The carrier gas flow rate has an effect on the adsorption capacity of the adsorption column. The higher the flow rate, the lower the adsorption capacity. When the flow rate is too low, the sampling time becomes longer. The carrier gas pressure has an impact on the adsorption ability of the adsorption column. The greater the pressure, the stronger the adsorption ability. A high level of pressure results in high requirements for the furnace bearing force and pipeline sealing. If the pressure is too low, the components cannot be completely adsorbed and the adsorption efficiency is reduced, which affects the results.
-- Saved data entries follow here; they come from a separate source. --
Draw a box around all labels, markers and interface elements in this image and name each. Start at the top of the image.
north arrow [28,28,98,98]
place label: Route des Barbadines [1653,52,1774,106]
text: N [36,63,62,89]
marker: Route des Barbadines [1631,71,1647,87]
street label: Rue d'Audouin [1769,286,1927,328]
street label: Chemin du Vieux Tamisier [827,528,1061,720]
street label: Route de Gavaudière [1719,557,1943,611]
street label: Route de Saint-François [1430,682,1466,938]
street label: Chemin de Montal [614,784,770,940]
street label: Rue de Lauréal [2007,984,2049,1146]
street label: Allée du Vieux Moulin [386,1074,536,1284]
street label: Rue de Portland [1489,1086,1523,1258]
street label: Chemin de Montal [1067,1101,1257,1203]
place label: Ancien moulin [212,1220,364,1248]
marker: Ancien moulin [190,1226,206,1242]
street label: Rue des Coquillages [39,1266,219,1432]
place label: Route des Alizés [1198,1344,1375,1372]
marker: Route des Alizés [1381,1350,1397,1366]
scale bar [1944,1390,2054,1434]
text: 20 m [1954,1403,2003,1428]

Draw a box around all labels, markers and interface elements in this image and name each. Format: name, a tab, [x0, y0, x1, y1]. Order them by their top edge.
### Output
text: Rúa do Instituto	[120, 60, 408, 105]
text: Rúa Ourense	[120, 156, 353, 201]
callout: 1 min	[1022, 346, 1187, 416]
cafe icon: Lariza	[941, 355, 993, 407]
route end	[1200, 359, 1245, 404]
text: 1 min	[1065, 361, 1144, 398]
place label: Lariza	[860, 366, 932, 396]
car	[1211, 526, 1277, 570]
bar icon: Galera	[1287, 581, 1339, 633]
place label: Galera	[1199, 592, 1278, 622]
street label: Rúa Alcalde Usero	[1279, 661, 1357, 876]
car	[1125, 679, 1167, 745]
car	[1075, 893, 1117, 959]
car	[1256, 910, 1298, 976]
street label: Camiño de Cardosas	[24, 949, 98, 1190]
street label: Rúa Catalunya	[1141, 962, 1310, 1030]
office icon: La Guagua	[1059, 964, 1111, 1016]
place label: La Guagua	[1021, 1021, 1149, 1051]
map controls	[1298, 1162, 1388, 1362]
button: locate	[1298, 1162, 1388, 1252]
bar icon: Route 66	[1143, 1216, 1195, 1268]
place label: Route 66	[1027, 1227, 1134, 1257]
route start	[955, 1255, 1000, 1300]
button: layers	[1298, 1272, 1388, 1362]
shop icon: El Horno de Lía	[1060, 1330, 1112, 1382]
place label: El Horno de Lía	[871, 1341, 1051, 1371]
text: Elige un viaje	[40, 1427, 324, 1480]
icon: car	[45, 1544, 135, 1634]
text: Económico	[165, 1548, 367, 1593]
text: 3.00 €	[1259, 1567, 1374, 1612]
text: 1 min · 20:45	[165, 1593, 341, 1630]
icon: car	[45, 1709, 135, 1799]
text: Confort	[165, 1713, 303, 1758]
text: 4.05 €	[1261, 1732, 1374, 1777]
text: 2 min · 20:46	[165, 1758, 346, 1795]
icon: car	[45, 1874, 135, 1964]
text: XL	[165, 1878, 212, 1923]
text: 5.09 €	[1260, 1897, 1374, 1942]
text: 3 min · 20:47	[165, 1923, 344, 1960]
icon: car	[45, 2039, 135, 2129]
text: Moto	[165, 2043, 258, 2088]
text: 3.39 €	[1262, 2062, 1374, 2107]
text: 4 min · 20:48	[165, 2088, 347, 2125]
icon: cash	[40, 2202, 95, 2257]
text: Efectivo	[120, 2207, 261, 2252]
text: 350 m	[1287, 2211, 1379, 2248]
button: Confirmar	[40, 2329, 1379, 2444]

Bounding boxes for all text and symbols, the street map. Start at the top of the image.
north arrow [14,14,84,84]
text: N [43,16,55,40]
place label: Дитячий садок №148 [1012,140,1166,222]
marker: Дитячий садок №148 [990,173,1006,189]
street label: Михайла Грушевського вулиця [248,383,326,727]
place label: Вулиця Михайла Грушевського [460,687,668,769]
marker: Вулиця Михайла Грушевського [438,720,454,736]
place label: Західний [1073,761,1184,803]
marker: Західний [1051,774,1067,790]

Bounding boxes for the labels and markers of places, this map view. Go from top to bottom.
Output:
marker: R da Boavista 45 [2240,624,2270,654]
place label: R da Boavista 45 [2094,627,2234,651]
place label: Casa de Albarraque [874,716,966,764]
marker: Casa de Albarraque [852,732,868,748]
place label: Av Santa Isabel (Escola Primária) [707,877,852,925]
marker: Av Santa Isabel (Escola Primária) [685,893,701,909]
Based on the content of the tested sample nori CRM (GBW10023), the N content (5.0 ± 0.3%) and S content (2.26 ± 0.14%) were used to compare the response value changes between different Carrier gas flow rates (n = 6). The results are shown in Figure 3. A lower content, including 0.4% N and 2.2% S, was determined at a gas flow rate of 250 mL/min when compared to the standard value. A lower content, 21.6% and 51.3%, and 17.0% and 22.1% at gas flow rates of 200 mL/min and 300 mL/min for N and S, respectively, showed the worst accuracy. As such, a gas flow rate of 250 mL/min was chosen as the best.

2.2. Establishment of Standard Curves

Standard substance nori CRM (GBW10023) was weighed at 2.24 mg, 4.25 mg, 5.71 mg, 10.81 mg, 16.51 mg, 21.78 mg, 25.40 mg, and 31.61 mg and then decomposed in tinfoil cups placed in a Ni-Cr chrome electric resistance furnace. The generated H₂O and CO₂ were adsorbed by two purification columns. NOx was reduced to N₂ in a Ni-Cr chrome electric resistance furnace and N₂ was measured by a high-purity helium-loaded thermal conductivity detector.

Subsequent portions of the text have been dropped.